まるで現在放送中のドラマのようだ。そう感じた視聴者も多かったことだろう。
9月11日に再放送されたNHK連続テレビ小説「あまちゃん」第139回では、東日本大震災で被災した北三陸市観光協会に主要人物が勢ぞろい。震災後で初めての会議が催された。
線路などに大きな被害を受けた北三陸鉄道では、復興に80億円が必要との試算が。袖が浜名物の海女に関しては7月1日に海開きしたものの、ヒロインのアキ(能年玲奈)が見たのは瓦礫に覆われウニがひとつもなくなってしまった海中の様子だった。
「漁協の組合長(でんでん)によると、例年の水揚げの80%にあたるウニが津波で打ち上げられてしまったとのこと。浜に大量のウニが散乱している写真はおそらく、震災後に実際に撮影されたものでしょう。震災では津波に襲われた陸地のみならず、海中すらも大きな被害を受けていたのです」(テレビ誌ライター)
北三陸市が受けた被害は地震や津波によるものだけではなかった。震災後の復興を大きく妨げたのは、誤解や悪意に基づいた「風評被害」だったのである。
会議に参加していた弥生(渡辺えり)は、「やっと獲ってもよお、震災の影響でよお、『東北で獲れる海産物は危ねえんでねえか』って。ふ…ふう」と説明。北三陸駅長の大吉(杉本哲太)が「風評被害か?」とアシストすると、弥生は「ふ、ふざけんな!」と絶叫だ。
続けて弥生は「何度も何度も水質調査して、安全だって証明されたがらオラたちは潜っているっていうのによぉ!」と慟哭。その嘆きは決して、10年前の被災時に留まらないというのである。
「この8月24日には福島第一原発にて処理水の海洋放出を開始。

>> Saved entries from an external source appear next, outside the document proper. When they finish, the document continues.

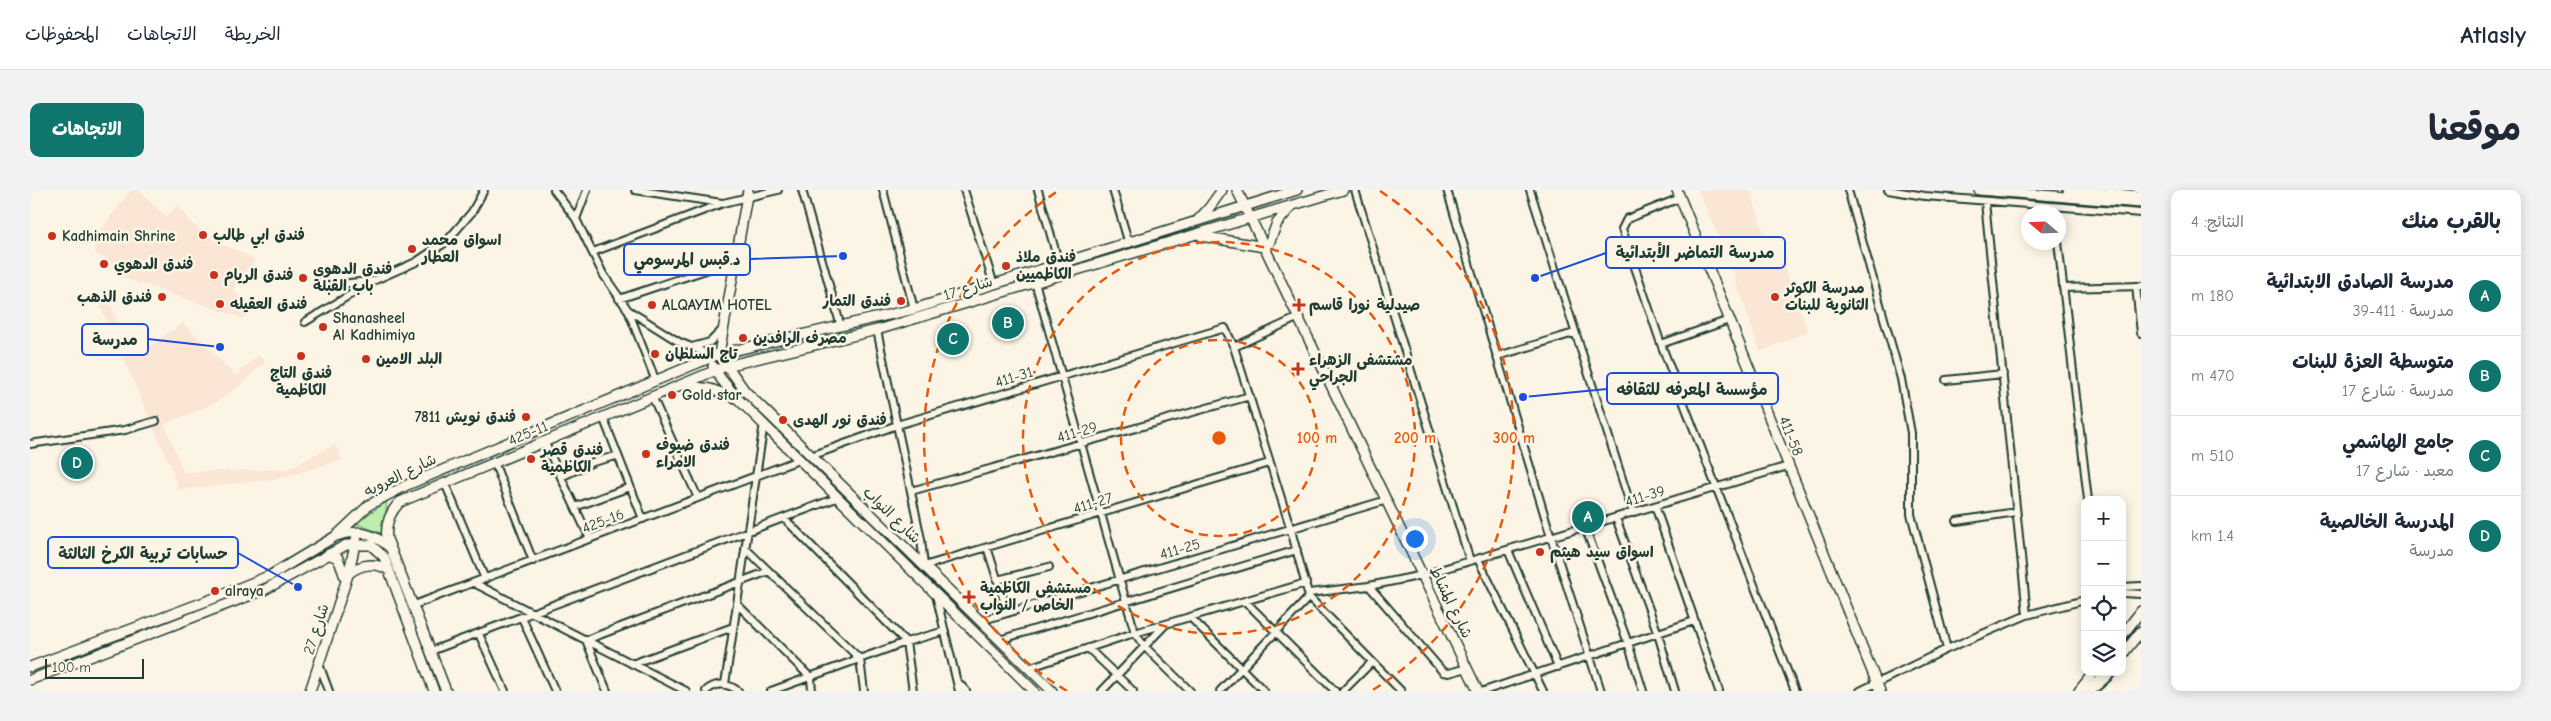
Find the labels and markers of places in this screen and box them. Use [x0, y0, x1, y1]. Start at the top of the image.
place label: فندق ابي طالب [213, 226, 305, 249]
place label: Kadhimain Shrine [62, 227, 175, 245]
marker: فندق ابي طالب [197, 229, 209, 241]
marker: Kadhimain Shrine [46, 230, 58, 242]
place label: اسواق محمد العطار [420, 231, 501, 266]
callout: مدرسة التماضر الأبتدائية [1606, 237, 1785, 268]
marker: اسواق محمد العطار [406, 243, 418, 255]
callout: د.قبس المرسومي [624, 244, 750, 275]
place label: فندق ملاذ الكاظميين [1016, 248, 1076, 283]
place label: فندق الدهوي [114, 255, 194, 276]
marker: فندق الدهوي [98, 258, 110, 270]
place label: فندق الدهوي باب القبلة [313, 260, 393, 295]
marker: فندق ملاذ الكاظميين [1000, 260, 1012, 272]
place label: فندق الريام [224, 266, 293, 286]
marker: فندق الريام [208, 269, 220, 281]
marker: فندق الدهوي باب القبلة [297, 272, 309, 284]
place label: مدرسة الكوثر الثانوية للبنات [1783, 279, 1869, 315]
place label: فندق الذهب [77, 288, 152, 306]
marker: فندق الذهب [156, 291, 168, 303]
marker: مدرسة الكوثر الثانوية للبنات [1769, 291, 1781, 303]
place label: فندق التمار [822, 292, 891, 310]
place label: فندق العقيله [230, 295, 308, 313]
marker: فندق التمار [895, 295, 907, 307]
place label: ALQAYIM HOTEL [662, 296, 772, 314]
place label: صيدلية نورا قاسم [1309, 296, 1420, 316]
marker: فندق العقيله [214, 298, 226, 310]
marker: ALQAYIM HOTEL [646, 299, 658, 311]
marker: صيدلية نورا قاسم [1293, 299, 1305, 311]
pin: B [992, 304, 1024, 342]
place label: Shanasheel Al Kadhimiya [333, 309, 415, 344]
pin: C [937, 320, 969, 358]
marker: Shanasheel Al Kadhimiya [317, 321, 329, 333]
callout: مدرسة [82, 324, 148, 355]
place label: مصرف الرافدين [753, 329, 847, 347]
marker: مصرف الرافدين [737, 332, 749, 344]
place label: تاج السلطان [665, 345, 738, 363]
marker: تاج السلطان [649, 348, 661, 360]
marker: فندق التاج الكاظمية [295, 350, 307, 362]
place label: البلد الامين [376, 350, 442, 368]
place label: مشتشفى الزهراء الجراحي [1309, 351, 1412, 391]
marker: البلد الامين [360, 353, 372, 365]
marker: مشتشفى الزهراء الجراحي [1291, 362, 1305, 376]
place label: فندق التاج الكاظمية [270, 364, 332, 399]
callout: مؤسسة المعرفه للثقافه [1607, 373, 1778, 404]
place label: Gold star [682, 386, 742, 404]
marker: Gold star [666, 389, 678, 401]
place label: فندق نويش 7811 [415, 408, 516, 427]
marker: فندق نويش 7811 [520, 411, 532, 423]
place label: فندق نور الهدى [793, 411, 887, 430]
marker: فندق نور الهدى [777, 414, 789, 426]
centre of rings [1210, 429, 1228, 447]
place label: فندق ضيوف الامراء [656, 436, 730, 471]
place label: فندق قصر الكاظمية [539, 441, 603, 476]
pin: D [61, 444, 93, 482]
marker: فندق ضيوف الامراء [640, 448, 652, 460]
marker: فندق قصر الكاظمية [525, 453, 537, 465]
pin: A [1572, 498, 1604, 536]
callout: حسابات تربية الكرخ الثالثة [48, 537, 238, 568]
place label: اسواق سيد هيثم [1550, 543, 1654, 563]
marker: اسواق سيد هيثم [1534, 546, 1546, 558]
place label: مستشفى الكاظمية الخاص / النواب [980, 579, 1091, 615]
place label: alraya [225, 582, 264, 600]
marker: alraya [209, 585, 221, 597]
marker: مستشفى الكاظمية الخاص / النواب [962, 590, 976, 604]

IAEAをはじめ世界中の専門機関から安全性にお墨付きをもらっているにも関わらず、中国は『核汚染水』とのプロバガンダを世界に発信し続けています。それに加えて国内でも科学を無視して『汚染水』呼ばわりする政治家や活動家が続出。地元への風評被害を助長している残念な現実があるのです」(前出・テレビ誌ライター)
朝ドラでは岩手、処理水では福島と場所こそ違えども、いずれも東北地方をターゲットとした風評加害であることに変わりはない。今回の「あまちゃん」を巡っても、SNS上では「汚染水」とのデマを触れ回る姿が散見される有様だ。
「今回の放送に視聴者からは《風評被害は終わっていない》《このタイミングでの再放送には意味がある》といった声が続出。弥生の絶叫に反応して《風評被害、ふざけんな!》との怒りを表明する人も少なくありません。『あまちゃん』の再放送は、風評加害者によるデマがどれほど被災地に迷惑を掛けているのかを可視化している点で、大きな意義があると言えるでしょう」(前出・テレビ誌ライター)
北三陸市のモデルである岩手・久慈市では7月1日、海開きを行い、北限の海女たちがウニ漁を実施。新型コロナ禍明けで戻ってきた観光客が、採れたてのウニに舌鼓を打っていた。
震災から10年が経ち、ウニも観光客も戻ってきた被災地に広がる笑顔。「あまちゃん」の再放送はそんな地元の活況に、さらなる彩りを加えていることだろう。